Stage 2: Deploy yolo v3 to PYNQ-Z2 development board with leverage to calculatipn power CPU.

June 26, 2020 2-minute read

pynq • open_cv • yolo

Here I try to deploy the yolo v3 model inference to a development board. I choose the board called PYNQ-Z2. It contains a ZYNQ XC7Z020-1CLG400C SOC designed by xilinx. We can use the dual-core Cortex-A9 processor or FPGA inside as the solution to inference our deep learning model. Also it contains a lot of peripheral to communicate other devices. More detail can be referred to http://www.tul.com.tw/ProductsPYNQ-Z2.html.

Deploying the model to FPGA is a good idea but a rather complicated approach. However, here I just want to make a quick prototype that testing whether mask detection in real time could be done by merely CPUs.

Here I try to use the calculation power merely by CPU, and image I/O through two HDMI ports. Here is the plan: the image streaming can be taken through one HDMI. And make object detection each frame to make prediction box to enclose the face with mask quaility class(It could be three levels: good, bad and none). I leverage PYNQ framework, ant it makes me write the application easily with python and OpenCV API.

Example

In the previous work, I had trained a model in tiny yolo v3 with help of darknet. If I want to apply the previous result, Open CV provide a API which can read and use the model trained by darkent: cv2.dnn.readNetFromDarknet() since OpenCV 3.4.2 .

Before starting any implementation, I need to upgrade Open CV from v3.2.0 in current PYNQ v2.5 image provided by Xilinx. I had tried to built current newest Open CV 3 with cross compilation to fit the PYNQ-Z2. However, it got not fully success. You can see my previous post here. To avoid the dependency problem break the prototype development too much, finally I build Open CV 3.4.10 (current newest version 3) directly on the broad.
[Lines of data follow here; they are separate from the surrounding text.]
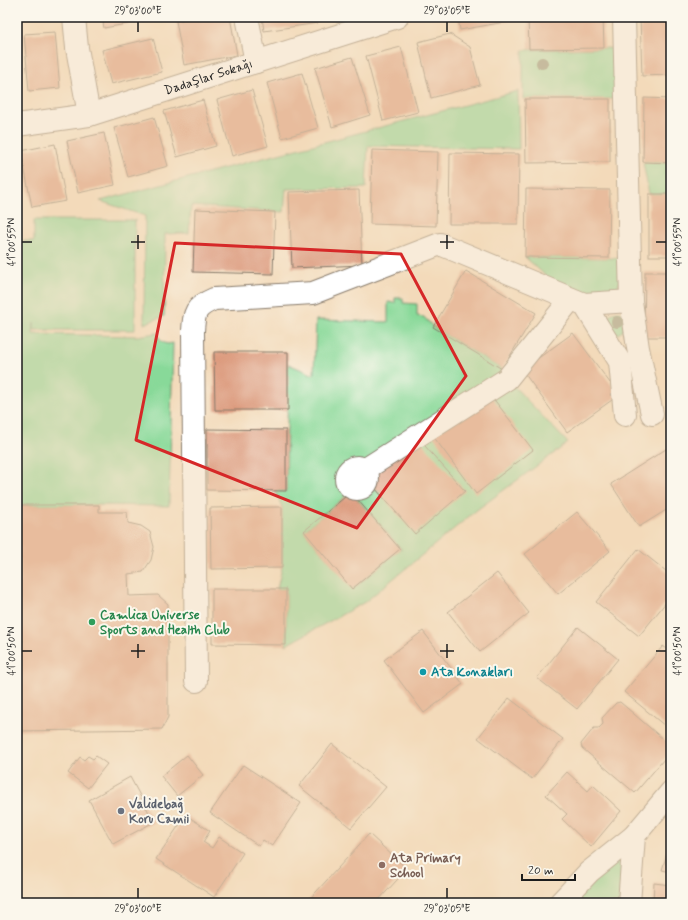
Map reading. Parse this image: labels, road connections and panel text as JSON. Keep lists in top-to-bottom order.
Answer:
{
  "streets": {
    "street": ["Dadaşlar Sokağı"]
  },
  "places": [
    "Camlica Universe Sports and Health Club",
    "Ata Konakları",
    "Validebağ Koru Camii",
    "Ata Primary School"
  ],
  "scale_bar": "20 m",
  "coordinates": [
    "29°03'00\"E",
    "29°03'05\"E",
    "41°00'55\"N",
    "41°00'50\"N"
  ]
}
Here is the demo repo: https://github.com/bladesu/mask_detect_pynq_z2_v1

There are two ipython files to test whether yolo v3 inference does work and process with image throgh hdmi port:

step1_yolo_v3_inference.ipynb
step2_hdmi_input_to_yolov3.ipynb

Finally in step2_hdmi_input_to_yolov3.ipynb, we got it can only process about 0.05 frames per second, it is far from real-time. We need more powerful approach!